Transcribe the following records in full, exactly as shown.

___ Given entries

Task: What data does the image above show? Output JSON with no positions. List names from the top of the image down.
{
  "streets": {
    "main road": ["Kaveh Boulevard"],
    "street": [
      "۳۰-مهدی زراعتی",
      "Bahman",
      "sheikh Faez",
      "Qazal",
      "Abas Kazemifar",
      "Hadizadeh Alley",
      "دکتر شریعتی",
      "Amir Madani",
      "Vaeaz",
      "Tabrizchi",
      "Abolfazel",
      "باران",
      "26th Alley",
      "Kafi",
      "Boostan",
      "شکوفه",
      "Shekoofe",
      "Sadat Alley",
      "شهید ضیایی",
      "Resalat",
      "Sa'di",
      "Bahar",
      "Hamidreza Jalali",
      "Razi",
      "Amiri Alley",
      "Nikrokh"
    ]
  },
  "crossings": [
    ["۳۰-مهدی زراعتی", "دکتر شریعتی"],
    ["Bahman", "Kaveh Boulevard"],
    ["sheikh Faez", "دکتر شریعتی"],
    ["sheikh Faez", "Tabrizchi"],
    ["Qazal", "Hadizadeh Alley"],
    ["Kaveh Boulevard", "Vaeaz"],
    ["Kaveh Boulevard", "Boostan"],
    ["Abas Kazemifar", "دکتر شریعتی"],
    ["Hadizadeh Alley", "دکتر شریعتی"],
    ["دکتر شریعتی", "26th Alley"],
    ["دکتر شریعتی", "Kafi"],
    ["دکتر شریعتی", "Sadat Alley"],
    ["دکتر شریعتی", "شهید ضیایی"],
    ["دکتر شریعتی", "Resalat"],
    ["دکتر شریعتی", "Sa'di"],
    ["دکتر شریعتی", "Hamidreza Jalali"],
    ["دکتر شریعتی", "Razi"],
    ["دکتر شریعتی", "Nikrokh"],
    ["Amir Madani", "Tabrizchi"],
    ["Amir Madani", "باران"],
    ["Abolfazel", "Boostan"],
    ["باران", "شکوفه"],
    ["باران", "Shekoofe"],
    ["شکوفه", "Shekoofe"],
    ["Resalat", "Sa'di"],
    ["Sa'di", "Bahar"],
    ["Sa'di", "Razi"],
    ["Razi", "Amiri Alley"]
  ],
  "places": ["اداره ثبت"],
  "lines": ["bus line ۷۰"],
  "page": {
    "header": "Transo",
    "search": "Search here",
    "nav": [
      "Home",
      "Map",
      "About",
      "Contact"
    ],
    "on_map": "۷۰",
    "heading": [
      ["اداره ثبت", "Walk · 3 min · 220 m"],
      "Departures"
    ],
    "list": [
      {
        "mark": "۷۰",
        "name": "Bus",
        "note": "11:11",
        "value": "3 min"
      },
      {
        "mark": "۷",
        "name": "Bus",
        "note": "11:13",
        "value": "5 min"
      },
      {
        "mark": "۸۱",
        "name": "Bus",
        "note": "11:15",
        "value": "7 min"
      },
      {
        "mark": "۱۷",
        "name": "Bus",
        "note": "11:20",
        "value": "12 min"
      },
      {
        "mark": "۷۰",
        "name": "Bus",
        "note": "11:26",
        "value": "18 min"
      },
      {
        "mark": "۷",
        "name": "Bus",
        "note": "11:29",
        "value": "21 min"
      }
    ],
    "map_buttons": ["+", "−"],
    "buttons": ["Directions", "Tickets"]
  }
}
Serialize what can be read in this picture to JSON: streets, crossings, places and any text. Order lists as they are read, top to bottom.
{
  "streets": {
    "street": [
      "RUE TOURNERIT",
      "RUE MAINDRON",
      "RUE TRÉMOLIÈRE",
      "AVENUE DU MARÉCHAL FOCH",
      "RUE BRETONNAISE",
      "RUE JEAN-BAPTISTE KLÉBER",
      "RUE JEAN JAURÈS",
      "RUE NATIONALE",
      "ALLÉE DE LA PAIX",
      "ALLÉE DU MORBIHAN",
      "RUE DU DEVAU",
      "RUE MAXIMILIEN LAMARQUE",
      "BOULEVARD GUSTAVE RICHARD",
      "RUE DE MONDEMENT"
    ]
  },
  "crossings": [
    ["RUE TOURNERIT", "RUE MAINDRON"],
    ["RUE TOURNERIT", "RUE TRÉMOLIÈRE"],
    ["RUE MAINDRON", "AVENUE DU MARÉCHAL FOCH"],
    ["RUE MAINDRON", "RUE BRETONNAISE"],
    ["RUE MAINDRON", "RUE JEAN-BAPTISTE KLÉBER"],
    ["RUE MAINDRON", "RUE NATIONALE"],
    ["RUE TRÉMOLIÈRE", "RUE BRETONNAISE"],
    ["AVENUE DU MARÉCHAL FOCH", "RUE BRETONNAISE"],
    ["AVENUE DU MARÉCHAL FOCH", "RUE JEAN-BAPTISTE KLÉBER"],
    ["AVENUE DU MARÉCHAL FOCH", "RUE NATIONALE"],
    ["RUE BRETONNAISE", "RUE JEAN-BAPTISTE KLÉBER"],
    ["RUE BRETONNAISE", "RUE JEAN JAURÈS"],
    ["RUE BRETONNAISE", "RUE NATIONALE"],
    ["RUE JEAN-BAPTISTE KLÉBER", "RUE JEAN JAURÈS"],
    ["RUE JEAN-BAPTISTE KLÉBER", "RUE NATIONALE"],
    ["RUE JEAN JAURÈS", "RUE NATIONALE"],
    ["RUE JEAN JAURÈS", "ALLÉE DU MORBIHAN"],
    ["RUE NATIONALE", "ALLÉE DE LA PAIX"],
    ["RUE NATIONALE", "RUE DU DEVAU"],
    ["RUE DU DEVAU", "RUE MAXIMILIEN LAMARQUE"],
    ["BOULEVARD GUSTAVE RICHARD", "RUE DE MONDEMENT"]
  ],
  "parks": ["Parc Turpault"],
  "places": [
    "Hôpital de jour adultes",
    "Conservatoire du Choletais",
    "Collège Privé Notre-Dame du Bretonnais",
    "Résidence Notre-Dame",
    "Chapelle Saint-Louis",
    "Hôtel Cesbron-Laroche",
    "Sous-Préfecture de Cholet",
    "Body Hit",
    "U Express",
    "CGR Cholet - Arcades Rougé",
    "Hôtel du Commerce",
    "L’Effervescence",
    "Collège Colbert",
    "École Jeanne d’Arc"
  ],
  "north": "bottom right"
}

______

#### Response to the exercise
Task: What data does the image above show? Output JSON with no positions. List names from the top of the image down.
{
  "streets": {
    "main road": ["Kaveh Boulevard"],
    "street": [
      "۳۰-مهدی زراعتی",
      "Bahman",
      "sheikh Faez",
      "Qazal",
      "Abas Kazemifar",
      "Hadizadeh Alley",
      "دکتر شریعتی",
      "Amir Madani",
      "Vaeaz",
      "Tabrizchi",
      "Abolfazel",
      "باران",
      "26th Alley",
      "Kafi",
      "Boostan",
      "شکوفه",
      "Shekoofe",
      "Sadat Alley",
      "شهید ضیایی",
      "Resalat",
      "Sa'di",
      "Bahar",
      "Hamidreza Jalali",
      "Razi",
      "Amiri Alley",
      "Nikrokh"
    ]
  },
  "crossings": [
    ["۳۰-مهدی زراعتی", "دکتر شریعتی"],
    ["Bahman", "Kaveh Boulevard"],
    ["sheikh Faez", "دکتر شریعتی"],
    ["sheikh Faez", "Tabrizchi"],
    ["Qazal", "Hadizadeh Alley"],
    ["Kaveh Boulevard", "Vaeaz"],
    ["Kaveh Boulevard", "Boostan"],
    ["Abas Kazemifar", "دکتر شریعتی"],
    ["Hadizadeh Alley", "دکتر شریعتی"],
    ["دکتر شریعتی", "26th Alley"],
    ["دکتر شریعتی", "Kafi"],
    ["دکتر شریعتی", "Sadat Alley"],
    ["دکتر شریعتی", "شهید ضیایی"],
    ["دکتر شریعتی", "Resalat"],
    ["دکتر شریعتی", "Sa'di"],
    ["دکتر شریعتی", "Hamidreza Jalali"],
    ["دکتر شریعتی", "Razi"],
    ["دکتر شریعتی", "Nikrokh"],
    ["Amir Madani", "Tabrizchi"],
    ["Amir Madani", "باران"],
    ["Abolfazel", "Boostan"],
    ["باران", "شکوفه"],
    ["باران", "Shekoofe"],
    ["شکوفه", "Shekoofe"],
    ["Resalat", "Sa'di"],
    ["Sa'di", "Bahar"],
    ["Sa'di", "Razi"],
    ["Razi", "Amiri Alley"]
  ],
  "places": ["اداره ثبت"],
  "lines": ["bus line ۷۰"],
  "page": {
    "header": "Transo",
    "search": "Search here",
    "nav": [
      "Home",
      "Map",
      "About",
      "Contact"
    ],
    "on_map": "۷۰",
    "heading": [
      ["اداره ثبت", "Walk · 3 min · 220 m"],
      "Departures"
    ],
    "list": [
      {
        "mark": "۷۰",
        "name": "Bus",
        "note": "11:11",
        "value": "3 min"
      },
      {
        "mark": "۷",
        "name": "Bus",
        "note": "11:13",
        "value": "5 min"
      },
      {
        "mark": "۸۱",
        "name": "Bus",
        "note": "11:15",
        "value": "7 min"
      },
      {
        "mark": "۱۷",
        "name": "Bus",
        "note": "11:20",
        "value": "12 min"
      },
      {
        "mark": "۷۰",
        "name": "Bus",
        "note": "11:26",
        "value": "18 min"
      },
      {
        "mark": "۷",
        "name": "Bus",
        "note": "11:29",
        "value": "21 min"
      }
    ],
    "map_buttons": ["+", "−"],
    "buttons": ["Directions", "Tickets"]
  }
}
Serialize what can be read in this picture to JSON: streets, crossings, places and any text. Order lists as they are read, top to bottom.
{
  "streets": {
    "street": [
      "RUE TOURNERIT",
      "RUE MAINDRON",
      "RUE TRÉMOLIÈRE",
      "AVENUE DU MARÉCHAL FOCH",
      "RUE BRETONNAISE",
      "RUE JEAN-BAPTISTE KLÉBER",
      "RUE JEAN JAURÈS",
      "RUE NATIONALE",
      "ALLÉE DE LA PAIX",
      "ALLÉE DU MORBIHAN",
      "RUE DU DEVAU",
      "RUE MAXIMILIEN LAMARQUE",
      "BOULEVARD GUSTAVE RICHARD",
      "RUE DE MONDEMENT"
    ]
  },
  "crossings": [
    ["RUE TOURNERIT", "RUE MAINDRON"],
    ["RUE TOURNERIT", "RUE TRÉMOLIÈRE"],
    ["RUE MAINDRON", "AVENUE DU MARÉCHAL FOCH"],
    ["RUE MAINDRON", "RUE BRETONNAISE"],
    ["RUE MAINDRON", "RUE JEAN-BAPTISTE KLÉBER"],
    ["RUE MAINDRON", "RUE NATIONALE"],
    ["RUE TRÉMOLIÈRE", "RUE BRETONNAISE"],
    ["AVENUE DU MARÉCHAL FOCH", "RUE BRETONNAISE"],
    ["AVENUE DU MARÉCHAL FOCH", "RUE JEAN-BAPTISTE KLÉBER"],
    ["AVENUE DU MARÉCHAL FOCH", "RUE NATIONALE"],
    ["RUE BRETONNAISE", "RUE JEAN-BAPTISTE KLÉBER"],
    ["RUE BRETONNAISE", "RUE JEAN JAURÈS"],
    ["RUE BRETONNAISE", "RUE NATIONALE"],
    ["RUE JEAN-BAPTISTE KLÉBER", "RUE JEAN JAURÈS"],
    ["RUE JEAN-BAPTISTE KLÉBER", "RUE NATIONALE"],
    ["RUE JEAN JAURÈS", "RUE NATIONALE"],
    ["RUE JEAN JAURÈS", "ALLÉE DU MORBIHAN"],
    ["RUE NATIONALE", "ALLÉE DE LA PAIX"],
    ["RUE NATIONALE", "RUE DU DEVAU"],
    ["RUE DU DEVAU", "RUE MAXIMILIEN LAMARQUE"],
    ["BOULEVARD GUSTAVE RICHARD", "RUE DE MONDEMENT"]
  ],
  "parks": ["Parc Turpault"],
  "places": [
    "Hôpital de jour adultes",
    "Conservatoire du Choletais",
    "Collège Privé Notre-Dame du Bretonnais",
    "Résidence Notre-Dame",
    "Chapelle Saint-Louis",
    "Hôtel Cesbron-Laroche",
    "Sous-Préfecture de Cholet",
    "Body Hit",
    "U Express",
    "CGR Cholet - Arcades Rougé",
    "Hôtel du Commerce",
    "L’Effervescence",
    "Collège Colbert",
    "École Jeanne d’Arc"
  ],
  "north": "bottom right"
}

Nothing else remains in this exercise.